> [Supplied material]:
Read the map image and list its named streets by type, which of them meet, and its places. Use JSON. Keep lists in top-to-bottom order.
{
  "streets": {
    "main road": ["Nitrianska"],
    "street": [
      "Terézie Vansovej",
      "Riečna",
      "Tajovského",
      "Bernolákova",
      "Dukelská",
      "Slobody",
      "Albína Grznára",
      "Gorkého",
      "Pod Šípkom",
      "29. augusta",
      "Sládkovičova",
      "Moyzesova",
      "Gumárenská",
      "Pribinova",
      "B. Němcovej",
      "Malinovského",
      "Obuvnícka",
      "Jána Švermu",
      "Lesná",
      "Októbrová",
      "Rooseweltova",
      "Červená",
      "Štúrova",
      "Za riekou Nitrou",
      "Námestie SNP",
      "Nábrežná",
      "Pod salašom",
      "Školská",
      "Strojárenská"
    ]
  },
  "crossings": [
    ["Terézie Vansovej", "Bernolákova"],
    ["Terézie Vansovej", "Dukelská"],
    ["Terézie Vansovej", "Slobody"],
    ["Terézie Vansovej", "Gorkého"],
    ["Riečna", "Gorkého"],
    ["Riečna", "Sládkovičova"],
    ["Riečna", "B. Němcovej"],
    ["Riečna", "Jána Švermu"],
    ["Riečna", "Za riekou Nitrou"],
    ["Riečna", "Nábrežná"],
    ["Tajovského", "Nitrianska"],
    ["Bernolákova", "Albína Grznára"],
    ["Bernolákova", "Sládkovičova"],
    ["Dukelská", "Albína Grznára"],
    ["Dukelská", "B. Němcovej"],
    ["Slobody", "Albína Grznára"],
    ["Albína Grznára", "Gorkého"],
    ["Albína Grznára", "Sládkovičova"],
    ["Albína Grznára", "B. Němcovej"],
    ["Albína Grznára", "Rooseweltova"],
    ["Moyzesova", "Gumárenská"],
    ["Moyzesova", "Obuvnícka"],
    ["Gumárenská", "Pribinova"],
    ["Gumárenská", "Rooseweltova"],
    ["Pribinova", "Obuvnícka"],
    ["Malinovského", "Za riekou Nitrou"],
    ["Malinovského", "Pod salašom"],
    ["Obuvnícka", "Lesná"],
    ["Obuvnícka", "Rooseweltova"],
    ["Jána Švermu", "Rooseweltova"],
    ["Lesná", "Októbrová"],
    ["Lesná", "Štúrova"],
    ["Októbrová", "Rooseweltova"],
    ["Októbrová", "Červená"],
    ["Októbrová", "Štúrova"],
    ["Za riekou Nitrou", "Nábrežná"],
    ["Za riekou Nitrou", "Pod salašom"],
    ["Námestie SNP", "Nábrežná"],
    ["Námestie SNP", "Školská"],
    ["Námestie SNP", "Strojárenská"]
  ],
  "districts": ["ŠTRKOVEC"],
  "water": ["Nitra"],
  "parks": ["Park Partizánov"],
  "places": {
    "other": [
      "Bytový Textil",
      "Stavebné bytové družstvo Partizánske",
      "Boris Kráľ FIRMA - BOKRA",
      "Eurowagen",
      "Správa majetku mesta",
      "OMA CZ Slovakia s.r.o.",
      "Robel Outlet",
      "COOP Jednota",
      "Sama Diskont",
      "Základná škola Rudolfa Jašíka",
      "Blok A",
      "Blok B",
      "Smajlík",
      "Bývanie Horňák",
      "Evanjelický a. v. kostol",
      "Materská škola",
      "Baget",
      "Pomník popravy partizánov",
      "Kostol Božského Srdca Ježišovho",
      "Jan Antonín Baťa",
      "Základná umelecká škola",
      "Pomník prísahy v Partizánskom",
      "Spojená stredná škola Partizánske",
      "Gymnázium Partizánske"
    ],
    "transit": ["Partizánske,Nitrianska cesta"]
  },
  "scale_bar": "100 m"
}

> [The problem]: Send back each record exactly, and include them all.

> [Task solution]:
Read the map image and list its named streets by type, which of them meet, and its places. Use JSON. Keep lists in top-to-bottom order.
{
  "streets": {
    "main road": ["Nitrianska"],
    "street": [
      "Terézie Vansovej",
      "Riečna",
      "Tajovského",
      "Bernolákova",
      "Dukelská",
      "Slobody",
      "Albína Grznára",
      "Gorkého",
      "Pod Šípkom",
      "29. augusta",
      "Sládkovičova",
      "Moyzesova",
      "Gumárenská",
      "Pribinova",
      "B. Němcovej",
      "Malinovského",
      "Obuvnícka",
      "Jána Švermu",
      "Lesná",
      "Októbrová",
      "Rooseweltova",
      "Červená",
      "Štúrova",
      "Za riekou Nitrou",
      "Námestie SNP",
      "Nábrežná",
      "Pod salašom",
      "Školská",
      "Strojárenská"
    ]
  },
  "crossings": [
    ["Terézie Vansovej", "Bernolákova"],
    ["Terézie Vansovej", "Dukelská"],
    ["Terézie Vansovej", "Slobody"],
    ["Terézie Vansovej", "Gorkého"],
    ["Riečna", "Gorkého"],
    ["Riečna", "Sládkovičova"],
    ["Riečna", "B. Němcovej"],
    ["Riečna", "Jána Švermu"],
    ["Riečna", "Za riekou Nitrou"],
    ["Riečna", "Nábrežná"],
    ["Tajovského", "Nitrianska"],
    ["Bernolákova", "Albína Grznára"],
    ["Bernolákova", "Sládkovičova"],
    ["Dukelská", "Albína Grznára"],
    ["Dukelská", "B. Němcovej"],
    ["Slobody", "Albína Grznára"],
    ["Albína Grznára", "Gorkého"],
    ["Albína Grznára", "Sládkovičova"],
    ["Albína Grznára", "B. Němcovej"],
    ["Albína Grznára", "Rooseweltova"],
    ["Moyzesova", "Gumárenská"],
    ["Moyzesova", "Obuvnícka"],
    ["Gumárenská", "Pribinova"],
    ["Gumárenská", "Rooseweltova"],
    ["Pribinova", "Obuvnícka"],
    ["Malinovského", "Za riekou Nitrou"],
    ["Malinovského", "Pod salašom"],
    ["Obuvnícka", "Lesná"],
    ["Obuvnícka", "Rooseweltova"],
    ["Jána Švermu", "Rooseweltova"],
    ["Lesná", "Októbrová"],
    ["Lesná", "Štúrova"],
    ["Októbrová", "Rooseweltova"],
    ["Októbrová", "Červená"],
    ["Októbrová", "Štúrova"],
    ["Za riekou Nitrou", "Nábrežná"],
    ["Za riekou Nitrou", "Pod salašom"],
    ["Námestie SNP", "Nábrežná"],
    ["Námestie SNP", "Školská"],
    ["Námestie SNP", "Strojárenská"]
  ],
  "districts": ["ŠTRKOVEC"],
  "water": ["Nitra"],
  "parks": ["Park Partizánov"],
  "places": {
    "other": [
      "Bytový Textil",
      "Stavebné bytové družstvo Partizánske",
      "Boris Kráľ FIRMA - BOKRA",
      "Eurowagen",
      "Správa majetku mesta",
      "OMA CZ Slovakia s.r.o.",
      "Robel Outlet",
      "COOP Jednota",
      "Sama Diskont",
      "Základná škola Rudolfa Jašíka",
      "Blok A",
      "Blok B",
      "Smajlík",
      "Bývanie Horňák",
      "Evanjelický a. v. kostol",
      "Materská škola",
      "Baget",
      "Pomník popravy partizánov",
      "Kostol Božského Srdca Ježišovho",
      "Jan Antonín Baťa",
      "Základná umelecká škola",
      "Pomník prísahy v Partizánskom",
      "Spojená stredná škola Partizánske",
      "Gymnázium Partizánske"
    ],
    "transit": ["Partizánske,Nitrianska cesta"]
  },
  "scale_bar": "100 m"
}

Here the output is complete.